:: What you have to do ::
Reply solely with the number of lines, in the records underneath, that include the word "image".

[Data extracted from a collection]
<<<<
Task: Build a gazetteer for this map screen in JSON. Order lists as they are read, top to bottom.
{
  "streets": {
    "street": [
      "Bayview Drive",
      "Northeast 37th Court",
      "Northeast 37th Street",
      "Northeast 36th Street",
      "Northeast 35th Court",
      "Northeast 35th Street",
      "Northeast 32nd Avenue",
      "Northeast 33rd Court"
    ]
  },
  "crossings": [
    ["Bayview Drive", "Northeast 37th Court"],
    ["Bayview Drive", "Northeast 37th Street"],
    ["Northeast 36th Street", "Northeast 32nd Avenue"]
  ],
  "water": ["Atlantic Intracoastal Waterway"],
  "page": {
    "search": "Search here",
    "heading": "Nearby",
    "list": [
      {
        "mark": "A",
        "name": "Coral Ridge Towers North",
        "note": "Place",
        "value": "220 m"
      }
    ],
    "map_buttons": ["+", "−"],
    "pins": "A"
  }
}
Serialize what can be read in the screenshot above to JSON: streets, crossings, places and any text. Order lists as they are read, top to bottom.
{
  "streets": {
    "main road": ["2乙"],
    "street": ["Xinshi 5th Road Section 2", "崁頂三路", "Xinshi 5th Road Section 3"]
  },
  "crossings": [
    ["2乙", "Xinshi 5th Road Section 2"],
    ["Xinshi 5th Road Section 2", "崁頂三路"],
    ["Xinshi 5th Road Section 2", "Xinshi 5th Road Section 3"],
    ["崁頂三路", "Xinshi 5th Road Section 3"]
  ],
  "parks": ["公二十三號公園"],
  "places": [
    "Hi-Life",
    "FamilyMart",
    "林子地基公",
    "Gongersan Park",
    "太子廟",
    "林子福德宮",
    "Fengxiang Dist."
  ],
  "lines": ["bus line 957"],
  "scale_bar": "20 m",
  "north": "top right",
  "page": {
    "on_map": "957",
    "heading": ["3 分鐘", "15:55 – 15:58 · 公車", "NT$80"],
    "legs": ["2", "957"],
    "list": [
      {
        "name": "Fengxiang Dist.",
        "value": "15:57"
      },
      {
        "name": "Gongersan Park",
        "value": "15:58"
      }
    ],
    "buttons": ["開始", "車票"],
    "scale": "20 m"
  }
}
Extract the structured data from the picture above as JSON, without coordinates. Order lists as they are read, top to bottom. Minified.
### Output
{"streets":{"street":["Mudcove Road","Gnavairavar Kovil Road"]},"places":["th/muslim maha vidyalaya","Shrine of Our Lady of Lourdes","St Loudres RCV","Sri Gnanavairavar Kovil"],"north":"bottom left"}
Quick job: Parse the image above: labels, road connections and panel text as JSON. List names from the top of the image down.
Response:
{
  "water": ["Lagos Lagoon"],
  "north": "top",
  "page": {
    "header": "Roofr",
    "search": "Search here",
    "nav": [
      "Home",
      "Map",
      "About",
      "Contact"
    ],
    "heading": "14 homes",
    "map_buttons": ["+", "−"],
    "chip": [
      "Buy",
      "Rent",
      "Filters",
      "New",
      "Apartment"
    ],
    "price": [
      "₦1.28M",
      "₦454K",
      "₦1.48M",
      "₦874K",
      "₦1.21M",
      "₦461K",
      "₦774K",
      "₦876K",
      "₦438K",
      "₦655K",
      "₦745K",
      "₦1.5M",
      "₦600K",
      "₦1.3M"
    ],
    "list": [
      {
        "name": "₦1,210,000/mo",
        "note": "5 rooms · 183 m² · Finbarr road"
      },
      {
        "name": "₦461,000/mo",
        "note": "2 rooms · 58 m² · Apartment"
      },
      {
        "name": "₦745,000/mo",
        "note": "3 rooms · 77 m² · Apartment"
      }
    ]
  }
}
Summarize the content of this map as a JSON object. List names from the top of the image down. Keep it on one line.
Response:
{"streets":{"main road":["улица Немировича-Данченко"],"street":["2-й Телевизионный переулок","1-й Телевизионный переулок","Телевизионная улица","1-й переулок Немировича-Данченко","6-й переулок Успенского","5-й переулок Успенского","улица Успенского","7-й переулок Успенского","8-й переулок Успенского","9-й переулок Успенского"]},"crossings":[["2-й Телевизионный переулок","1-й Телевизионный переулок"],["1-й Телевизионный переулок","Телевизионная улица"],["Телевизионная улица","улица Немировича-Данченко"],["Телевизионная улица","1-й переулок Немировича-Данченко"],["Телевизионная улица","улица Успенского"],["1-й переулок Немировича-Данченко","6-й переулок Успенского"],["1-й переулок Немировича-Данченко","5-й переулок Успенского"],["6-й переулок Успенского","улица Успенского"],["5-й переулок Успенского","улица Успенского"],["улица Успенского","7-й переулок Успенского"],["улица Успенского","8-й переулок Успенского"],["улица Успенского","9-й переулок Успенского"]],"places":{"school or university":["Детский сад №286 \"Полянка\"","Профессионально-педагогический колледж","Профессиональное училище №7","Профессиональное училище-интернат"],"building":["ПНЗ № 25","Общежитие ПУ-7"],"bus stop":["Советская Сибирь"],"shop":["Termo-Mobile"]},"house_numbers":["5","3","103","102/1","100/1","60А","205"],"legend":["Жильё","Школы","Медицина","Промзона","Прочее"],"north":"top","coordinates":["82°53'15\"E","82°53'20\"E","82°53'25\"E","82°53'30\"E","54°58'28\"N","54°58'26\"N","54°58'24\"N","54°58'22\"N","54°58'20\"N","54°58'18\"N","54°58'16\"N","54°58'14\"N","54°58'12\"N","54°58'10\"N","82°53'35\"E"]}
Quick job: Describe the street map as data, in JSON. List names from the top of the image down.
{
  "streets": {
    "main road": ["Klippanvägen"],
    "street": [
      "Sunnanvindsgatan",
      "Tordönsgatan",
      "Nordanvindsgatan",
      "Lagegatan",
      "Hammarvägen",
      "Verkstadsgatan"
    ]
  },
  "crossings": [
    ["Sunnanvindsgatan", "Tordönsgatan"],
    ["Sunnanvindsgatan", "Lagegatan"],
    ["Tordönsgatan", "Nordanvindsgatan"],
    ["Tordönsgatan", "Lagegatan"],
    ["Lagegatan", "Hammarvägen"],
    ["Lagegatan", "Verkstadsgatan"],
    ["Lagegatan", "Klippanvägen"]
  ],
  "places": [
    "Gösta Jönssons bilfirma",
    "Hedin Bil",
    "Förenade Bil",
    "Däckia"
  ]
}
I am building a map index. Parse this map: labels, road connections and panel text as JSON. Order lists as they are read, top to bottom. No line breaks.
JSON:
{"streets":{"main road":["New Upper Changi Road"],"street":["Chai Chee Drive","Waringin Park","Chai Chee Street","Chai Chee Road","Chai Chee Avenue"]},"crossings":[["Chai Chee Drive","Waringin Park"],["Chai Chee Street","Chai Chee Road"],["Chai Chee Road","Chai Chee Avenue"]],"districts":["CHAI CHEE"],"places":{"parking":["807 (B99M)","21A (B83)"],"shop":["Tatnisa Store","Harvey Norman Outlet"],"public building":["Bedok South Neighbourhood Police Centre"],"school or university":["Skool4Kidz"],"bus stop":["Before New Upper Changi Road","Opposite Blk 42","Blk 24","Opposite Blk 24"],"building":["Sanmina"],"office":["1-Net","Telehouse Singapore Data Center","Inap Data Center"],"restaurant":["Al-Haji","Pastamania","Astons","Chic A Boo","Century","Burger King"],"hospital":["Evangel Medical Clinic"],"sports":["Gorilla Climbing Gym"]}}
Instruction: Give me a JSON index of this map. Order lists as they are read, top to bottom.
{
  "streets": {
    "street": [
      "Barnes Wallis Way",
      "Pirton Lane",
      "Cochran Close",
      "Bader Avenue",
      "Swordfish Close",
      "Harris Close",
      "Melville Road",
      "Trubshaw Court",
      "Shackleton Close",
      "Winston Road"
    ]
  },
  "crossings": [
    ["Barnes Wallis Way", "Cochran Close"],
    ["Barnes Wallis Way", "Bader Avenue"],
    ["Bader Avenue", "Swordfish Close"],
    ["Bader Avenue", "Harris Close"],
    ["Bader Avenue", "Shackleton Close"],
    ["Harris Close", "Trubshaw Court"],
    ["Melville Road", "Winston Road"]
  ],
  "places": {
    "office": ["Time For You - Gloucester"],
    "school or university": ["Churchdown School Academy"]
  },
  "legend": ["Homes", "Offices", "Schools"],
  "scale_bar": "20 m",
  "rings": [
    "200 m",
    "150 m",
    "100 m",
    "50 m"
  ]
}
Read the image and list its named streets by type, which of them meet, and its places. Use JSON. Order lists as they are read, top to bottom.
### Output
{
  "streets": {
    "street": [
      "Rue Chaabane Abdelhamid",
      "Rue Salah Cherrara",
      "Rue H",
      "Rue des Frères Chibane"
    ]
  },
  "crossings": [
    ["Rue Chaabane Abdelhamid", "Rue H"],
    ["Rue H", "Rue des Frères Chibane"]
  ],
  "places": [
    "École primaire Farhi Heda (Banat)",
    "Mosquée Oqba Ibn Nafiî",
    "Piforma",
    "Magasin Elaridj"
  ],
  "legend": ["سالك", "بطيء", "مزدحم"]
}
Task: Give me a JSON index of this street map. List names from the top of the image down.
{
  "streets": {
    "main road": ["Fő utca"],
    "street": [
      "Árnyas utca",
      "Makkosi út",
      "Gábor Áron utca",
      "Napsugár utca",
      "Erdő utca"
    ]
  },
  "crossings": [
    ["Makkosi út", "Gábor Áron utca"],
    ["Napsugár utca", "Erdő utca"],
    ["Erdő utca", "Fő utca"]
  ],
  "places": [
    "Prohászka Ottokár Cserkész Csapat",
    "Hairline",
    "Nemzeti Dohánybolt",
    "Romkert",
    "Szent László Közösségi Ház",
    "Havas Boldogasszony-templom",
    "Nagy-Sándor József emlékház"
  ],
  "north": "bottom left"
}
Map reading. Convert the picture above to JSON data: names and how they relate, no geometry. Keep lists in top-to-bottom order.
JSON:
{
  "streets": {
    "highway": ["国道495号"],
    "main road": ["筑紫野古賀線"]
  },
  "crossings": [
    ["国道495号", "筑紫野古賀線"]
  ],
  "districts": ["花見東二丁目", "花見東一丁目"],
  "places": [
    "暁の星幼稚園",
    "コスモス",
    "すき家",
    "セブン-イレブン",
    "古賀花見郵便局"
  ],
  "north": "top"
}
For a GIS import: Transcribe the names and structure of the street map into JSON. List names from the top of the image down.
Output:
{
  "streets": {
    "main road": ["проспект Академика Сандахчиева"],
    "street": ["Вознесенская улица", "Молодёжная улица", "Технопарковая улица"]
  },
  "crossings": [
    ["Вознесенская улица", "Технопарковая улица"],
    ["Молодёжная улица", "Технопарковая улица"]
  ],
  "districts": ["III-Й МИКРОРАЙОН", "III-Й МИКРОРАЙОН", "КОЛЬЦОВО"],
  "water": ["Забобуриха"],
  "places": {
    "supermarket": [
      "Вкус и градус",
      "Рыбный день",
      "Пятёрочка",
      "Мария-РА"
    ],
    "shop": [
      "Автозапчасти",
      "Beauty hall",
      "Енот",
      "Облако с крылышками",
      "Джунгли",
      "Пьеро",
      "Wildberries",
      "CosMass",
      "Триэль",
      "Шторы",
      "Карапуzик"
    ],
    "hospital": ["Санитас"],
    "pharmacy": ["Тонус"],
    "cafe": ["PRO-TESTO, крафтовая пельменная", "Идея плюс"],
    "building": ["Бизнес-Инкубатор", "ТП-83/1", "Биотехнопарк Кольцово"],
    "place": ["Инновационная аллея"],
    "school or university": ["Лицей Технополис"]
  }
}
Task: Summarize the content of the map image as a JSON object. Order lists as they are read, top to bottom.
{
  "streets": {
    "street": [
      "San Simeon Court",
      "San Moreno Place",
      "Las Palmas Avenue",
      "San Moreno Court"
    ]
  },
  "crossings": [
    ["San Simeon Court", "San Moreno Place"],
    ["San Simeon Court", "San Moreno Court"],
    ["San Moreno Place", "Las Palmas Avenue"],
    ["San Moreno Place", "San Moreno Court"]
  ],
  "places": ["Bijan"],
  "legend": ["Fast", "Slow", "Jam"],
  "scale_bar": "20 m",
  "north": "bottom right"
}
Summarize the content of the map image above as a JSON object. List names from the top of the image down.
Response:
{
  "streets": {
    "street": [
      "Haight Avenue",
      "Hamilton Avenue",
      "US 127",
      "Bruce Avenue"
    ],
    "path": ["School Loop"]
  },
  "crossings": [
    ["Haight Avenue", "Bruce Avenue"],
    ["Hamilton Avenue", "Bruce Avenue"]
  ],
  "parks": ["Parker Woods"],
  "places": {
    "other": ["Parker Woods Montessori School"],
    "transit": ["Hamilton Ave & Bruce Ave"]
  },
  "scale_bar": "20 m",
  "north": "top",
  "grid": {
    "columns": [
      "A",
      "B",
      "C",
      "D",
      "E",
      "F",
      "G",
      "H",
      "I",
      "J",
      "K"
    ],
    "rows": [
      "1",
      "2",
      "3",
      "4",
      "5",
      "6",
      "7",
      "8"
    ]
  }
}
>>>>
:: Answer space ::
8